Inculcating students as early as middle school in coding will pay scientific dividends in the years ahead. “A fundamental goal of ours with Coding Camps and other outreach efforts is to demystify coding,” says LaMee. “To have teachers, and subsequently their students, be able to do things with authentic scientific computing tools, the benefit down the road is that if the student encounters code, they’ll not immediately have a wall go like, ‘Oh, I heard that’s tough.’ They’ll instead feel ready to take it on.”
Professional Development Opportunities
Overall, Coding Camp attendees have overwhelmingly reported their experiences as highly professionally valuable—and a good time to boot. For example, Cordero has advanced her skills to the point that she’s become a Teaching Fellow in Puerto Rico, hosting Coding Camp workshops taught in Spanish on the island and elsewhere. In 2025 alone, 88 teachers across Puerto Rico came to Cordero’s workshops, helping to spread coding knowledge and passion to scores of classrooms. “We have reached teachers all over Puerto Rico and shown them programming that their students can use in so many ways,” says Cordero.
Coding Camp efforts have gained so much traction that the Puerto Rico Department of Education has started paying some teachers to attend the workshops. “Our work is valued by the local state education department because they want more machine learning and Python workshops to train teachers,” says Malik.
Back on the mainland, Schroeder likewise excelled as a Coding Camp participant and was recruited as a Teacher Fellow to lead workshops around the country for the IRIS-HEP Coding initiative.
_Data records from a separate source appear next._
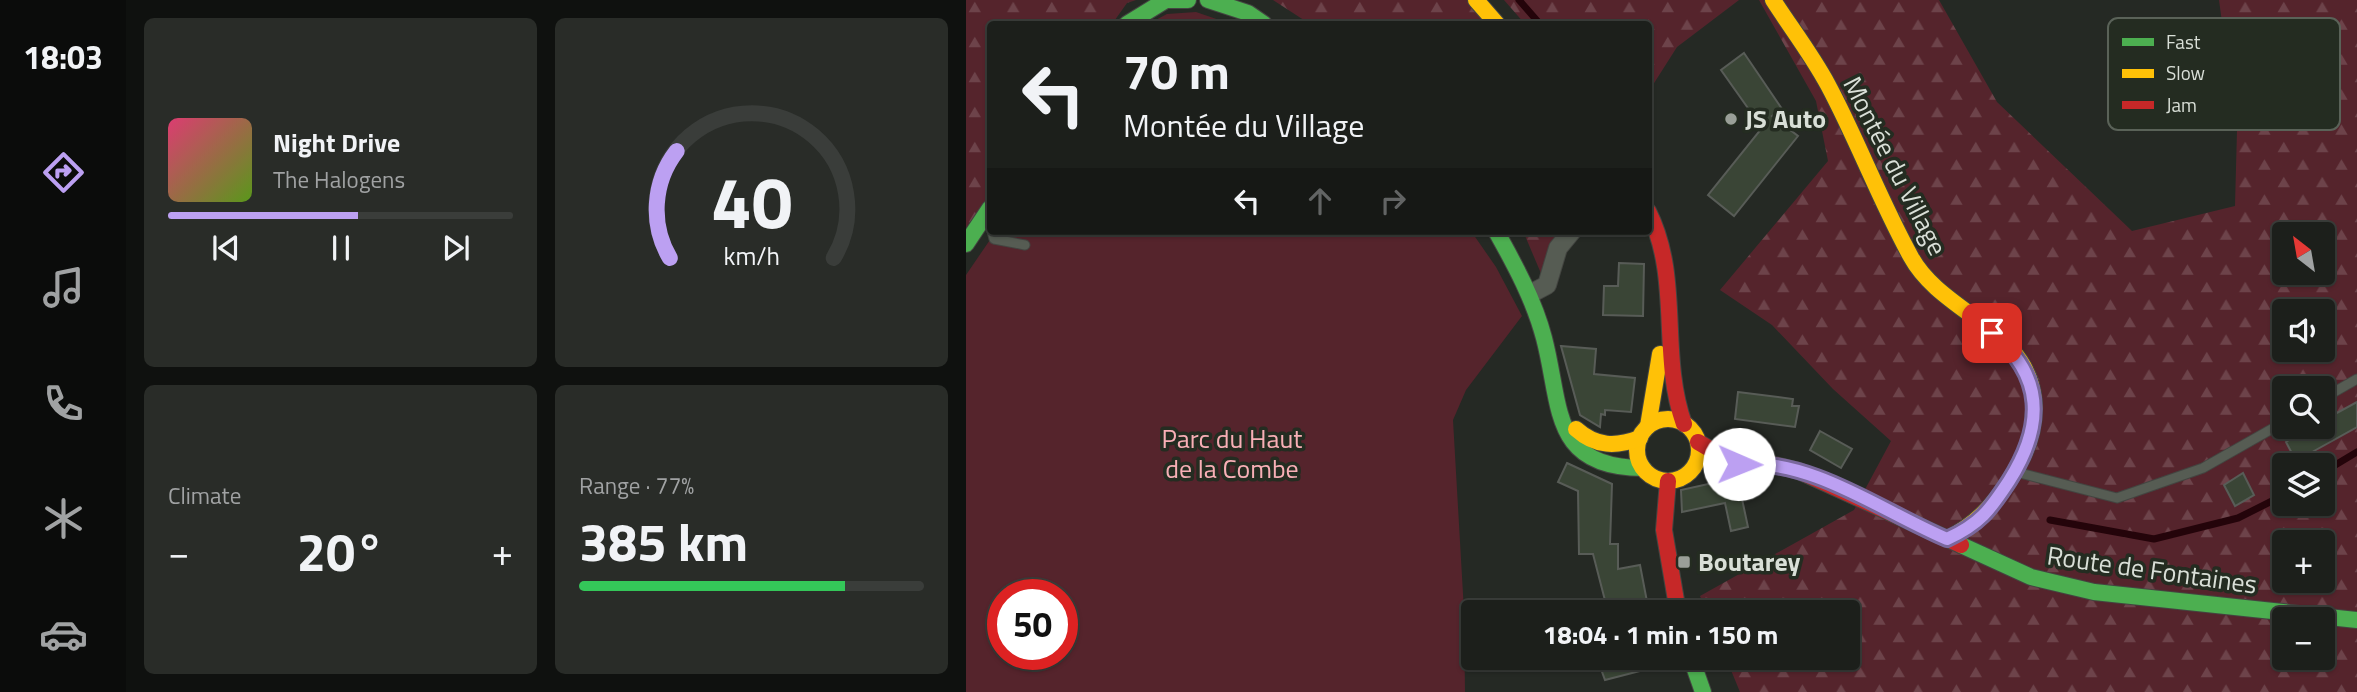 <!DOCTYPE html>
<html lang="en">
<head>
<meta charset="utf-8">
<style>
  :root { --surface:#1c1f1b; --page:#292c28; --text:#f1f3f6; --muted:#a0a2a3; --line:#3a3d3a; --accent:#bca0f2 }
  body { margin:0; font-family:"Titillium Web",sans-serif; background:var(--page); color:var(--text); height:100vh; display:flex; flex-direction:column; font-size:26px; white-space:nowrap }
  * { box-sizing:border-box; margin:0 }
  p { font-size:23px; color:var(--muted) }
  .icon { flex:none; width:38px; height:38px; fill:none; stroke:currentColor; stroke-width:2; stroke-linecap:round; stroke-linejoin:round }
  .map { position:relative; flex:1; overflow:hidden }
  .side { display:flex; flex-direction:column; gap:18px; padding:18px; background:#0f110f; width:840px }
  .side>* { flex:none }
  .hud { position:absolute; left:21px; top:21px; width:665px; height:214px; border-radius:7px; box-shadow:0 2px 5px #0004,0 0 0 2px var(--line); background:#1c1f1b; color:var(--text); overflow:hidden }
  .needle { width:46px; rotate:329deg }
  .controls { position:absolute; left:1306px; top:222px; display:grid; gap:14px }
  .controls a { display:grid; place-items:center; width:63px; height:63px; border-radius:7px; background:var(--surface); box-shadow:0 2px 5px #0004,0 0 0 2px var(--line); font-size:35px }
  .speed { position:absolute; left:21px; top:579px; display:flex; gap:14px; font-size:35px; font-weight:700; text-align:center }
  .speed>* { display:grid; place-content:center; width:91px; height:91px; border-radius:50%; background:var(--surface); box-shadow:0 2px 5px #0004,0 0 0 2px var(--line); line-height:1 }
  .speed .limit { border:10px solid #d22; background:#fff; color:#111 }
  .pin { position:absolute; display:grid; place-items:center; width:60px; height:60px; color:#fff; margin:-30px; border-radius:14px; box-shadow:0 4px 10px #0006 }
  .me { position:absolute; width:77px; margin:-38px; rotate:91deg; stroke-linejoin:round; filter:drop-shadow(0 0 5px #0008) }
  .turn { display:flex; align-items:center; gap:24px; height:147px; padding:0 21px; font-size:32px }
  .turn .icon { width:91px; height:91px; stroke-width:2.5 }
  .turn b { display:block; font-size:49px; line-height:60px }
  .lanes { display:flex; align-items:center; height:66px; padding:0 21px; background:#0003; justify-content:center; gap:35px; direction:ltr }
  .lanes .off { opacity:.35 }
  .big { font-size:52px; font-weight:700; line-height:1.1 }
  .side .card { flex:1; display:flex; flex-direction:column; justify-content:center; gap:10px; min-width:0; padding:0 24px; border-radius:10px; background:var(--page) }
  .side .dial { align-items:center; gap:0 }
  .dial svg { height:182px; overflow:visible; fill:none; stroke:var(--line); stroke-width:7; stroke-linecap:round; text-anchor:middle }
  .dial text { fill:var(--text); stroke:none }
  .song { display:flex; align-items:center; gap:21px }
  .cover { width:84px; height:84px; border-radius:10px; background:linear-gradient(135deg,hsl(340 70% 55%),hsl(90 70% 35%)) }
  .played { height:7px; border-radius:4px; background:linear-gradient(90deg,var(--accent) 55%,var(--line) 55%) }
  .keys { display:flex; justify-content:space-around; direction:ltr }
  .heat { display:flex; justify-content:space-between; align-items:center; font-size:38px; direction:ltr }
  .charge { height:10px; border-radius:5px; background:linear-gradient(90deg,#34c759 77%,var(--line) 0) }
  .side .tiles { flex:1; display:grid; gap:18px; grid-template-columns:repeat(2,1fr) }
  .trip { position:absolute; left:495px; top:600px; width:399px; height:70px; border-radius:7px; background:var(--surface); box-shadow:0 2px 5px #0004,0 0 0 2px var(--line); font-weight:700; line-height:70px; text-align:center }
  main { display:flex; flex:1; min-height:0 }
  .tab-bar { display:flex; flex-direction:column; width:126px; justify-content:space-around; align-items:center; background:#0b0c0b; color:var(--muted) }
  .tab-bar .icon { width:49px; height:49px }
  .tab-bar .current { color:var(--accent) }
  .tab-bar b { font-size:32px; color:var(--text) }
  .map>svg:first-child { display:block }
  .forest { fill:url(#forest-firs); fill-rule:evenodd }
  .park { fill:#55242c; fill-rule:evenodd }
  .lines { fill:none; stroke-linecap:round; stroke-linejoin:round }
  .stream { stroke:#24040a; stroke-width:7 }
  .building { fill:#3a4536; stroke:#585c57; stroke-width:2 }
  .lane-casing { stroke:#434541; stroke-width:11 }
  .street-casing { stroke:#434541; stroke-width:20 }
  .fast-casing { stroke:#434541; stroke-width:18 }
  .slow-casing { stroke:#434541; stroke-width:18 }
  .jam-casing { stroke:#434541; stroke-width:18 }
  .lane { stroke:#565c53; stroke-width:9 }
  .street { stroke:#565c53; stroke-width:18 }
  .fast { stroke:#4caf50; stroke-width:16 }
  .slow { stroke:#ffc107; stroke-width:16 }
  .jam { stroke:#c62828; stroke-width:16 }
  .route-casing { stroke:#7a689d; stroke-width:18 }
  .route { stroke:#bca0f2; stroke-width:12 }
  .poi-dot { fill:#9a9f98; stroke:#242c21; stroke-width:2.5 }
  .labels { text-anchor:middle; stroke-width:7; stroke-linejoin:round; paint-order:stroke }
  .poi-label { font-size:26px; font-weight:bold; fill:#d9dfd7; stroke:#242c21; text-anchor:start }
  .street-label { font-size:26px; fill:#d9dfd7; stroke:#242c21 }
  .park-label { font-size:26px; fill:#f8afb6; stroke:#242c21 }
  .key { fill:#242c21; stroke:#5a6258; stroke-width:2 }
  .key-label { font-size:19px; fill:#d9dfd7 }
</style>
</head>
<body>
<main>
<nav class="tab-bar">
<b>18:03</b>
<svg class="icon current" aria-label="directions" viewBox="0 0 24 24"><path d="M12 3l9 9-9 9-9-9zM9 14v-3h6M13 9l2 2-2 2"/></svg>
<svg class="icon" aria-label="music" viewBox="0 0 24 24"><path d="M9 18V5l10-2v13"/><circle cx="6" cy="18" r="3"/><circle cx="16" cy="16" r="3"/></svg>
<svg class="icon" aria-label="phone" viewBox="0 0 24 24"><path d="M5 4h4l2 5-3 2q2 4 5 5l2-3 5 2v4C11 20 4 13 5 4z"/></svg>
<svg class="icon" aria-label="climate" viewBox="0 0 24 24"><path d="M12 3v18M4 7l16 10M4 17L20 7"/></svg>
<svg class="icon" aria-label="car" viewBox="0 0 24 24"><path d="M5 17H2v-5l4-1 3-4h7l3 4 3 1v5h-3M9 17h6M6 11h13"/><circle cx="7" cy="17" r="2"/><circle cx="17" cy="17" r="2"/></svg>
</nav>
<section class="side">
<div class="tiles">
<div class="card">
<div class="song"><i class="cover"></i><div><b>Night Drive</b><p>The Halogens</p></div></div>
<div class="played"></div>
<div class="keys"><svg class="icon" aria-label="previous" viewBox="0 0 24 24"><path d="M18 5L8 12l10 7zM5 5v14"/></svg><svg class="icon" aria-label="pause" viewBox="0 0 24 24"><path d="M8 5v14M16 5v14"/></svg><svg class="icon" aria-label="next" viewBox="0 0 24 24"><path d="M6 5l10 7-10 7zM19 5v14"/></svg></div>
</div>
<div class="card dial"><svg viewBox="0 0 100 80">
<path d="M14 69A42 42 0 1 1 86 69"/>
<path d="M14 69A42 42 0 0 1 17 22" stroke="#bca0f2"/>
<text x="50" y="56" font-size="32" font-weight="700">40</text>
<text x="50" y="72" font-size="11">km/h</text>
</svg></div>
<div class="card"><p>Climate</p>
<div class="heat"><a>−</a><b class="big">20°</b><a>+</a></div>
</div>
<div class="card"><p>Range · 77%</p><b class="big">385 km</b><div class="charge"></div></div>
</div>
</section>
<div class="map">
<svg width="1391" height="692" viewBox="0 0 1391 692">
  <defs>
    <pattern id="forest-firs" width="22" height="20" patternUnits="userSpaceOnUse" patternTransform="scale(1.75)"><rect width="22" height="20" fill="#55242c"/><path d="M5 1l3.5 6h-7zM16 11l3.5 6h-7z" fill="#6d434a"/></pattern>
  </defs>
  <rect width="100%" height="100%" fill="#252924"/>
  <g class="forest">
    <path d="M0,0H170L161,3L146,24H24V194L0,228Z"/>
    <path d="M307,0H507L527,24H344Z"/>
    <path d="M538,0H773L711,47L683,91L682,24H559Z"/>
    <path d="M793,0H973L1031,102L1166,231L1269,206L1271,131L1253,0H1391V692H774L760,658H882V612H741L734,596L888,510L925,441L867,389L806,325L754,290L862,161L850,101ZM1318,234H1356V273H1318ZM1318,312H1356V350H1318ZM1318,388H1356V427H1318ZM1318,466H1356V504H1318ZM1318,542H1356V581H1318ZM1318,620H1356V658H1318Z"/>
    <path d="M557,231H597L577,278Z"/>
  </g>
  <g class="park">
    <path d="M230,12L265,24H182L201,14Z"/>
    <path d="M30,231H505L530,267L556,316L500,390L487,420L498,611L499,692H0V275ZM37,595H96V654H37Z"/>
  </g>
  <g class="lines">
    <g class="stream">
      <path d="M553,0L574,24"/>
      <path d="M1356,473L1391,452"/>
      <path d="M1084,520L1188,539L1272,518L1318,495"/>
    </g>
  </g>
  <g class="building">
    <path d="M778,53L816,109L806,116L832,136L768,216L742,195L796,128L755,70Z"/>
    <path d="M653,263L678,264L677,316L637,315L638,286H652Z"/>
    <path d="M595,346L630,349L628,374L669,378L665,412L639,410V415L635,414L634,427L614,415Z"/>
    <path d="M772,392L827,399L826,406H833L829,427L769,419Z"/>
    <path d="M1391,402V427L1330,461L1320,442L1345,427H1356V421Z"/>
    <path d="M854,431L886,449L875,468L844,450Z"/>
    <path d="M601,463L646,484L644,544H652V569L674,565L683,612H642L627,554H613L612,491L592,482Z"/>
    <path d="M1277,473L1288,495L1269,506L1258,485Z"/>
    <path d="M765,479L769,500L776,499L782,527L765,531L759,503L716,512L715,490Z"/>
    <path d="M631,658H700L701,664L639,680Z"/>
  </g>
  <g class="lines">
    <g class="lane-casing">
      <g id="lane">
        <path d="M26,231L28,239L59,245"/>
        <path d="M1356,399L1391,379"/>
        <path d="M1050,472L1151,498L1237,468L1318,422"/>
      </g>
    </g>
    <g class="street-casing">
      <path id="street" d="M564,294L581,285L592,248L606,231"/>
    </g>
    <g class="fast-casing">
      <g id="fast">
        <path d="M242,0L282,13L298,24"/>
        <path d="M161,24L200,0H222"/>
        <path d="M530,231C549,265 568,300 578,338C596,406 584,468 677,468"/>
        <path d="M0,244L24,208"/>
        <path d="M995,545L1065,577L1128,592L1391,620"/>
        <path d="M725,658L737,692"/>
      </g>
    </g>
    <g class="slow-casing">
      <g id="slow">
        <path d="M510,0L531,24"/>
        <path d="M807,0C825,28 846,55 862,85C892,141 914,201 945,257C976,314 1064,329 1068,403C1069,424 1063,446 1053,464C1035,497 1015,522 981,539"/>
        <circle cx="702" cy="450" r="31"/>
        <path d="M682,426L694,354"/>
        <path d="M610,429C630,447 650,447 674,438"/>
      </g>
    </g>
    <g class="jam-casing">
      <g id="jam">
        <path d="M682,211C716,278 693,354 718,424"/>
        <path d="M732,442L744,449L833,471L995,545"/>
        <path d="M702,481L698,530L712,612"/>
      </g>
    </g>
    <use href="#lane" class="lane"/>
    <use href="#street" class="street"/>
    <use href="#fast" class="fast"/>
    <use href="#slow" class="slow"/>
    <use href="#jam" class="jam"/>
  </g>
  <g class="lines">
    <g class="route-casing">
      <path id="route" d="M773,464C847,459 915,511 981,539C1014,524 1024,510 1043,481C1078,426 1079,376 1026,333"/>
    </g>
    <use href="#route" class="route"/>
  </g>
  <g class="poi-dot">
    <circle cx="765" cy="119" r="7"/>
    <rect x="711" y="555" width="14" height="14" rx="3.5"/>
  </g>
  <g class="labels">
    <g class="poi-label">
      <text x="779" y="128">JS Auto</text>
      <text x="732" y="571">Boutarey</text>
    </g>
    <g class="street-label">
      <text transform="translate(929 166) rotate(63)" y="9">Montée du Village</text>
      <text transform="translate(1186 570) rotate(8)" y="9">Route de Fontaines</text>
    </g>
    <g class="park-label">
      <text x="266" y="448">Parc du Haut<tspan x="266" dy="30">de la Combe</tspan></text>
    </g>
  </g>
  <rect x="1142" y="18" width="232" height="112" rx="10" class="key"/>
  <rect x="1156" y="38" width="32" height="8" fill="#4caf50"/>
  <rect x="1156" y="69" width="32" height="9" fill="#ffc107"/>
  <rect x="1156" y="101" width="32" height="8" fill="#c62828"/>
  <g class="key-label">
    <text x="1200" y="49">Fast</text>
    <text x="1200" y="80">Slow</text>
    <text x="1200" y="112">Jam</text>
  </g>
</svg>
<div class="controls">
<a><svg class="needle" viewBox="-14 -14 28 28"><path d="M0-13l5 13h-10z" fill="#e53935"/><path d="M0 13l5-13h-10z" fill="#a0a2a3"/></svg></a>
<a><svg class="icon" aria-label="sound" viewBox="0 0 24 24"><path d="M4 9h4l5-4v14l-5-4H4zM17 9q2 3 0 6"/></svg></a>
<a><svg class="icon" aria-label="search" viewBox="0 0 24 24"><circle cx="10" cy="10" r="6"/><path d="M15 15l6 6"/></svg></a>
<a><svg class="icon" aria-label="layers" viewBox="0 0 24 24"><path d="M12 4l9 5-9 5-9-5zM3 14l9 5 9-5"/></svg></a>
<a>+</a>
<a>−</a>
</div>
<div class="speed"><div class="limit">50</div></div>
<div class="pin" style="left:1026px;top:333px;background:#d93025"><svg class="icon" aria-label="arrive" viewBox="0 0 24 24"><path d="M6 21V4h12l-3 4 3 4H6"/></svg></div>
<svg class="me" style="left:773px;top:464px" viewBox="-20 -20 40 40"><circle r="19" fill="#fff"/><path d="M0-13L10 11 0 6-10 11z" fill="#bca0f2"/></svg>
<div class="trip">18:04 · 1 min · 150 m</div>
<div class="hud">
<div class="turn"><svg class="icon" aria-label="left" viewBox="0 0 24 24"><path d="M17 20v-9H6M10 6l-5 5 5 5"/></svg><div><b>70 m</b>Montée du Village</div></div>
<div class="lanes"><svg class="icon" aria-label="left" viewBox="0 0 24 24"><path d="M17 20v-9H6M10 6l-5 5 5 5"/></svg><svg class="icon off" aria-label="ahead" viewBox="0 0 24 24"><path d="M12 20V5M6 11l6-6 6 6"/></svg><svg class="icon off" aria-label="right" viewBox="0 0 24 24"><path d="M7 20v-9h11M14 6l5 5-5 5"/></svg></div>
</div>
</div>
</main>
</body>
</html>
Schroeder says she has enjoyed getting to network with other physics teachers, helping enhance her Coding Camp takeaways even more. “There’s a lot of levels of awesome with our workshops,” Schroeder says. “We get to talk about ‘hey, here’s what I’m doing in my classroom, here’s what’s working.’ It’s been really fun and interesting.”
For Malik, LaMee, and other leaders of the Coding Camp workshop initiative, this feedback from participants has been extremely rewarding and helped tailor the camp’s offerings for maximum results.
“Teachers have told us they love to get trained by people who do research in particle physics, rather than just learning Python as a course,” says Malik. “The research that we do is at the horizon of human knowledge, and we get to bring that perspective into programming.”